Über den Weihnachtsmarkt-Attentäter wussten die Behörden viel, doch niemand zog Konsequenzen. Jetzt muss die Politik klären, wer welche Verantwortung trug.

Von Hagen Eichler Aktualisiert: 22.01.2025, 18:04
MZ-Kommentator Hagen Eichler
MZ-Kommentator Hagen Eichler (Foto: Andreas Stedtler)

Magdeburg/MZ - Dass der Landtag in Magdeburg einen Beschluss einstimmig fasst, ist selten. Am Mittwoch war es so weit: Sämtliche Abgeordneten, von ganz links bis ganz rechts, machten den Weg frei für einen Untersuchungsausschuss zum Anschlag auf den Magdeburger Weihnachtsmarkt. Damit stehen auch alle in der Pflicht, die Aufklärung mit ganzer Kraft voranzutreiben.

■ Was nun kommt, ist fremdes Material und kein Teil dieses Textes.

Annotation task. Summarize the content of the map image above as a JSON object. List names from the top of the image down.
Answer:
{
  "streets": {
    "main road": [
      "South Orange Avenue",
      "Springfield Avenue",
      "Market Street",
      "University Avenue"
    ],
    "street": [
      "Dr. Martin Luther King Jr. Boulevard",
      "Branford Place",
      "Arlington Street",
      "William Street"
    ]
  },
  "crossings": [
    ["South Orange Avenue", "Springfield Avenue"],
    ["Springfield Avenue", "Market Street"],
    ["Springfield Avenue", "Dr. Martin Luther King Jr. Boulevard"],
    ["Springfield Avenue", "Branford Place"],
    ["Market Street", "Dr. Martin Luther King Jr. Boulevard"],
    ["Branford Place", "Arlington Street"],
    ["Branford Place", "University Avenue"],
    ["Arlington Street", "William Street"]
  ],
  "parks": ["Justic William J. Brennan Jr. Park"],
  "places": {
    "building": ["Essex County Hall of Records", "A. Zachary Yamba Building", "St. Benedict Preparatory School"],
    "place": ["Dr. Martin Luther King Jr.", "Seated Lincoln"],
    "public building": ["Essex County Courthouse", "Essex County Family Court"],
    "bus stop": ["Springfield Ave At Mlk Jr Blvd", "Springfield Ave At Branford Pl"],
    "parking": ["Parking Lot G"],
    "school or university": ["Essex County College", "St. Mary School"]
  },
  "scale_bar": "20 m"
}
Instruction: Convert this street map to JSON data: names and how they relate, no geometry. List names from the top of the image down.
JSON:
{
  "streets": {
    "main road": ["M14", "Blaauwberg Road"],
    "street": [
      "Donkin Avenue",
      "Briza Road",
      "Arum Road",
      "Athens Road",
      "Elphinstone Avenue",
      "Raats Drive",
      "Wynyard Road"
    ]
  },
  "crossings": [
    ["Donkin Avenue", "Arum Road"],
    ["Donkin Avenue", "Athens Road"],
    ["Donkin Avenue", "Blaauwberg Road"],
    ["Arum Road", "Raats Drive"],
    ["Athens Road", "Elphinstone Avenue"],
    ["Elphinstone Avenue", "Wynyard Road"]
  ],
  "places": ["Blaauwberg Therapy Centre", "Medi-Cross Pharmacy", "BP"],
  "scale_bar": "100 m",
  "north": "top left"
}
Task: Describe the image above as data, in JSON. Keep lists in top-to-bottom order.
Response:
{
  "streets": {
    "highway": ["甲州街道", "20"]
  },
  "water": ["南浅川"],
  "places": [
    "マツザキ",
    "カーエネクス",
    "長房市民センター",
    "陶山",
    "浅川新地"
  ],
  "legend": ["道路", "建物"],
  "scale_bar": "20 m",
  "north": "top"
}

Schon jetzt ist klar, dass der Attentäter ein politischer Extremist und Einzelgänger war, an seinem Wohnort Bernburg und auch sonst kaum integriert. Das verbindet Taleb A. mit dem Attentäter von Halle, Stephan B. Dieser aber war arbeitslos und hockte vor seinen Mordtaten endlose Stunden in seinem früheren Kinderzimmer. Taleb A. hingegen ging einem Beruf nach, und zwar einem mit sehr hoher Verantwortung.

Ein Arzt mit einem Sturmgewehr im Twitter-Profil

Als Psychiater und Arzt im Maßregelvollzug hatte er Kontakt zu Patienten und Kollegen. Schier unfassbar, dass dabei niemand mitbekommen haben will, dass der vom Islam abgefallene Mann einen rabiaten Hass gegen den deutschen Staat entwickelte, dass er auf einem öffentlichen Twitter-Kanal mit Gewalt drohte und ein Sturmgewehr im Profil zeigte.

Dieses Versagen muss der Untersuchungsausschuss aufarbeiten. Das Gleiche gilt für die vollkommen unzureichende Absicherung des Weihnachtsmarkts und für das Agieren der Sicherheitsbehörden, die über A. sehr viel wussten, aber daraus nie die nötigen Schlussfolgerungen zogen. Das zu untersuchende Feld ist also riesig, die Zeit bis zur Landtagswahl 2026 ist knapp. Der Landtag hat enorm viel zu tun. Die Angehörigen der Toten, die Verletzten und die knapp Entkommenden werden genau hinsehen.

Den Autor erreichen Sie unter: [email protected]

Gut möglich, dass die dann gewonnenen Erkenntnisse Rücktritte unumgänglich machen. Schon jetzt deutet vieles darauf hin. Doch erst die Akten und die Befragung der Zeugen werden glasklar belegen, wer welchen Anteil an diesem Desaster hatte.